_WHAT TO DO_
Check every line below for the string "body". Copy the ones that have it.

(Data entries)
___

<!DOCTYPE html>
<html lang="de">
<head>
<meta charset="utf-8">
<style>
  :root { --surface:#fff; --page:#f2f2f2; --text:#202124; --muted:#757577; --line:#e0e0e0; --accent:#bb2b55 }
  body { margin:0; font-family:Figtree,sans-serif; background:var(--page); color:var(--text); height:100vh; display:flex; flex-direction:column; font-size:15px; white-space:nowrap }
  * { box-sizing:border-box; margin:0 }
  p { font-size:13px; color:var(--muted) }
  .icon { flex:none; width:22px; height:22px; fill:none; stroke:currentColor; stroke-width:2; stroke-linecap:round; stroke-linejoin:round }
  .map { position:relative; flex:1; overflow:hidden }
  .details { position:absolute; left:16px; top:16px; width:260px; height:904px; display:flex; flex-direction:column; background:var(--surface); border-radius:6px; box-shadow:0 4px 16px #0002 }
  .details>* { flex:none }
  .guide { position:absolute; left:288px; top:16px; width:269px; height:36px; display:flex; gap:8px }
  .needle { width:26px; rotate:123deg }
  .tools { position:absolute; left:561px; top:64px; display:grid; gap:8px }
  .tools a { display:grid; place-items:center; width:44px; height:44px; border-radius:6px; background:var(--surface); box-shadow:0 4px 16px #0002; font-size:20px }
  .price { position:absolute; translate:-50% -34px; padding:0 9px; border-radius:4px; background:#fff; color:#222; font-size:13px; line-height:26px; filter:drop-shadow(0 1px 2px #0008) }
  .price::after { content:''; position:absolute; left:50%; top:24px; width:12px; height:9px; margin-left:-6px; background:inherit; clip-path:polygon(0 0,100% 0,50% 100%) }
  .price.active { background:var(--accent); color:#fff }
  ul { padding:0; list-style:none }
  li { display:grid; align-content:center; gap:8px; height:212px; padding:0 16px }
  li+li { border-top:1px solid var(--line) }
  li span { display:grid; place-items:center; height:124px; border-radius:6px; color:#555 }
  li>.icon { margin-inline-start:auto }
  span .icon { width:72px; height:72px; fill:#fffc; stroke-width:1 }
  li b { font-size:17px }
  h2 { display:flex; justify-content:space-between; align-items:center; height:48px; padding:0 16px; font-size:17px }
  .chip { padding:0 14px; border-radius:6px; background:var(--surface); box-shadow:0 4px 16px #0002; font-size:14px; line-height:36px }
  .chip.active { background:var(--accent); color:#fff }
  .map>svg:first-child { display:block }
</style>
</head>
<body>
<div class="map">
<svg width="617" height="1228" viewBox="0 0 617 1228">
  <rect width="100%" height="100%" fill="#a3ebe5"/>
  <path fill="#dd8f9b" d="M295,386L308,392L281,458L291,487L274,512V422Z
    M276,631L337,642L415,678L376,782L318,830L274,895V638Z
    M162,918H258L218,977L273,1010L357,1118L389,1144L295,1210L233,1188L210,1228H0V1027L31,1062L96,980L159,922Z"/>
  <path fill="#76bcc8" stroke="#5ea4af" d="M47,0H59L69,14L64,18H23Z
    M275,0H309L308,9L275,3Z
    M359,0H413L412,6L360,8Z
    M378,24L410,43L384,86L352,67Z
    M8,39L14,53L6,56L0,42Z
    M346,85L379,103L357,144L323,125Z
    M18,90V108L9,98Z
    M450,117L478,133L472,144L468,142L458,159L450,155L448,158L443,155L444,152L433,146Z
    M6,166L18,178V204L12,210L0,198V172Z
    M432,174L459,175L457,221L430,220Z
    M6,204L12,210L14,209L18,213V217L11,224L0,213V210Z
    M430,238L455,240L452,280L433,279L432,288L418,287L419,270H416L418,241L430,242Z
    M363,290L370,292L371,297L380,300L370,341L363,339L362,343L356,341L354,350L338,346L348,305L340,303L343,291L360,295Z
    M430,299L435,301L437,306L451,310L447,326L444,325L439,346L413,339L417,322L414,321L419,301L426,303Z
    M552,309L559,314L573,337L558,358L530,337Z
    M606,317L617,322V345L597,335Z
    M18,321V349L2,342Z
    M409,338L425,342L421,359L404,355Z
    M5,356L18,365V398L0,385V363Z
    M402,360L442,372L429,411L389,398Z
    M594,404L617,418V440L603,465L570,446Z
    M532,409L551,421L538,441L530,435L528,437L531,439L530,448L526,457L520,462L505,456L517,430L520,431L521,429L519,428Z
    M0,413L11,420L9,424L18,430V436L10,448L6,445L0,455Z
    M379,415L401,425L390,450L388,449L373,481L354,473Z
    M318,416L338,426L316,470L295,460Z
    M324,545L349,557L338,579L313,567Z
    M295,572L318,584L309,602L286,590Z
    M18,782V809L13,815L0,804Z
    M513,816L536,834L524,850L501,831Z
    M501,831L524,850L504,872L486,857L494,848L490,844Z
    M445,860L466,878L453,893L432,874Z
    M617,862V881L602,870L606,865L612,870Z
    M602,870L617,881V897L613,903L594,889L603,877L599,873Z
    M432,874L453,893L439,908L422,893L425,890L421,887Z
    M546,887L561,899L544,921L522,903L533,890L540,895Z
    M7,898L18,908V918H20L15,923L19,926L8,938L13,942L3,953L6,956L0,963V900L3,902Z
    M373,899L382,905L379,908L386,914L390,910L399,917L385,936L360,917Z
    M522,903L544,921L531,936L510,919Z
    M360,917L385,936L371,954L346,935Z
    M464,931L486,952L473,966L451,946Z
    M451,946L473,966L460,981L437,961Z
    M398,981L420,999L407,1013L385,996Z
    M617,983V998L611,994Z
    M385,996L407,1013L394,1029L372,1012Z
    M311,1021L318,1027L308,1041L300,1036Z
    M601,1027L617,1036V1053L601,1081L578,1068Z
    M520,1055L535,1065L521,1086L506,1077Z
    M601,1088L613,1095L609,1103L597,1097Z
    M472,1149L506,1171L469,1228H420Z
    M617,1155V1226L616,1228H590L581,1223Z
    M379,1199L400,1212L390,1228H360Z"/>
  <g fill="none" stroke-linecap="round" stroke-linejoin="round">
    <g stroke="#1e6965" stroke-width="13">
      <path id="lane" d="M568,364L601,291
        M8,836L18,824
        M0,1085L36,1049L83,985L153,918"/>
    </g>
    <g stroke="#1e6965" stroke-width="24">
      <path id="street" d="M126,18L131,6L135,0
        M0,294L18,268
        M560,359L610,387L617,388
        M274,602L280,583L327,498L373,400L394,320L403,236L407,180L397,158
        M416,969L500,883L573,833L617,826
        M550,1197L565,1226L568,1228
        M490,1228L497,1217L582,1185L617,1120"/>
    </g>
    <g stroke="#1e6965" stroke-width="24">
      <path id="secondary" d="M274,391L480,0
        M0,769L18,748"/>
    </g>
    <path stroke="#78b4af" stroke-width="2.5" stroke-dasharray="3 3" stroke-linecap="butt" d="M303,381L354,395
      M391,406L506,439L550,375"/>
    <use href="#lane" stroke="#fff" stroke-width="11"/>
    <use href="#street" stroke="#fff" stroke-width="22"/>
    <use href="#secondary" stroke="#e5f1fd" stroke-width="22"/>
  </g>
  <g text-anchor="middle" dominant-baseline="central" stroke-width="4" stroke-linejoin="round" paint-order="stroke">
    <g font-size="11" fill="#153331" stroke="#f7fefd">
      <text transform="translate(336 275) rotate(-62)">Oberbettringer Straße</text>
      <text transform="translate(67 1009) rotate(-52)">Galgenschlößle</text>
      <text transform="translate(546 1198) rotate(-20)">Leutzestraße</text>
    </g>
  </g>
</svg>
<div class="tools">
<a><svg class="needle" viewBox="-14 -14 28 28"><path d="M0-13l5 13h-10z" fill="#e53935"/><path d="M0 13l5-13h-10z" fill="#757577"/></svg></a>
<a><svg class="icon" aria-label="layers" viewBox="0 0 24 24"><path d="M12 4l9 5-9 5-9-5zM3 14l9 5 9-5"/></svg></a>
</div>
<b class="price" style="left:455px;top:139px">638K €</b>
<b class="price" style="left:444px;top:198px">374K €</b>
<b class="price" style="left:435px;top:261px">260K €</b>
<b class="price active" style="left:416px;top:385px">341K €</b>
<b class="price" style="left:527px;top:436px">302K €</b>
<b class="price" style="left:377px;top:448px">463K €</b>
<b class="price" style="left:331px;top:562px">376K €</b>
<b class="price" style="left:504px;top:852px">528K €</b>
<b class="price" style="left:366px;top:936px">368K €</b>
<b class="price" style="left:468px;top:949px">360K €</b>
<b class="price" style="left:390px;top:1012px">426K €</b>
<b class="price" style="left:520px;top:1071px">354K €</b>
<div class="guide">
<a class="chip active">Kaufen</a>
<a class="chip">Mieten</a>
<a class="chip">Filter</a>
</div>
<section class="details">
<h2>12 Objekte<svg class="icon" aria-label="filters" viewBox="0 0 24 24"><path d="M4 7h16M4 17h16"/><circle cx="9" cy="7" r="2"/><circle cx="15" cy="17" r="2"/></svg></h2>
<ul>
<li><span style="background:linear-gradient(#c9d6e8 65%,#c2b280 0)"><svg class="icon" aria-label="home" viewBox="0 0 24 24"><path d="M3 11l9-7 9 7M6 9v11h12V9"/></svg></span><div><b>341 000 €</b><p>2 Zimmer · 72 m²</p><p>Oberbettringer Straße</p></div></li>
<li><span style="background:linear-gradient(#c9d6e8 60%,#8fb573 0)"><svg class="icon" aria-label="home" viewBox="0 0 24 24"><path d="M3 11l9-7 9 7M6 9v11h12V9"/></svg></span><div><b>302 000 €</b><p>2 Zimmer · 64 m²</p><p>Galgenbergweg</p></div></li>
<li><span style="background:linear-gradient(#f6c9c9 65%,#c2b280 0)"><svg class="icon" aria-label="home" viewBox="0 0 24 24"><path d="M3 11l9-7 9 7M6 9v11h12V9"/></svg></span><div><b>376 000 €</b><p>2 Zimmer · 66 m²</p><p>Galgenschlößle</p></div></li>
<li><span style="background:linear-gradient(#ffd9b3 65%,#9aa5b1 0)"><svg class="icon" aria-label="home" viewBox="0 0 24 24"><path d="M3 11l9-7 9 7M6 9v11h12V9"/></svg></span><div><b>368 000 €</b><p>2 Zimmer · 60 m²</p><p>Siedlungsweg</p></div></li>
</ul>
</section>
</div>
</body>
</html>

___

_RESULT BELOW_
  body { margin:0; font-family:Figtree,sans-serif; background:var(--page); color:var(--text); height:100vh; display:flex; flex-direction:column; font-size:15px; white-space:nowrap }
<body>
</body>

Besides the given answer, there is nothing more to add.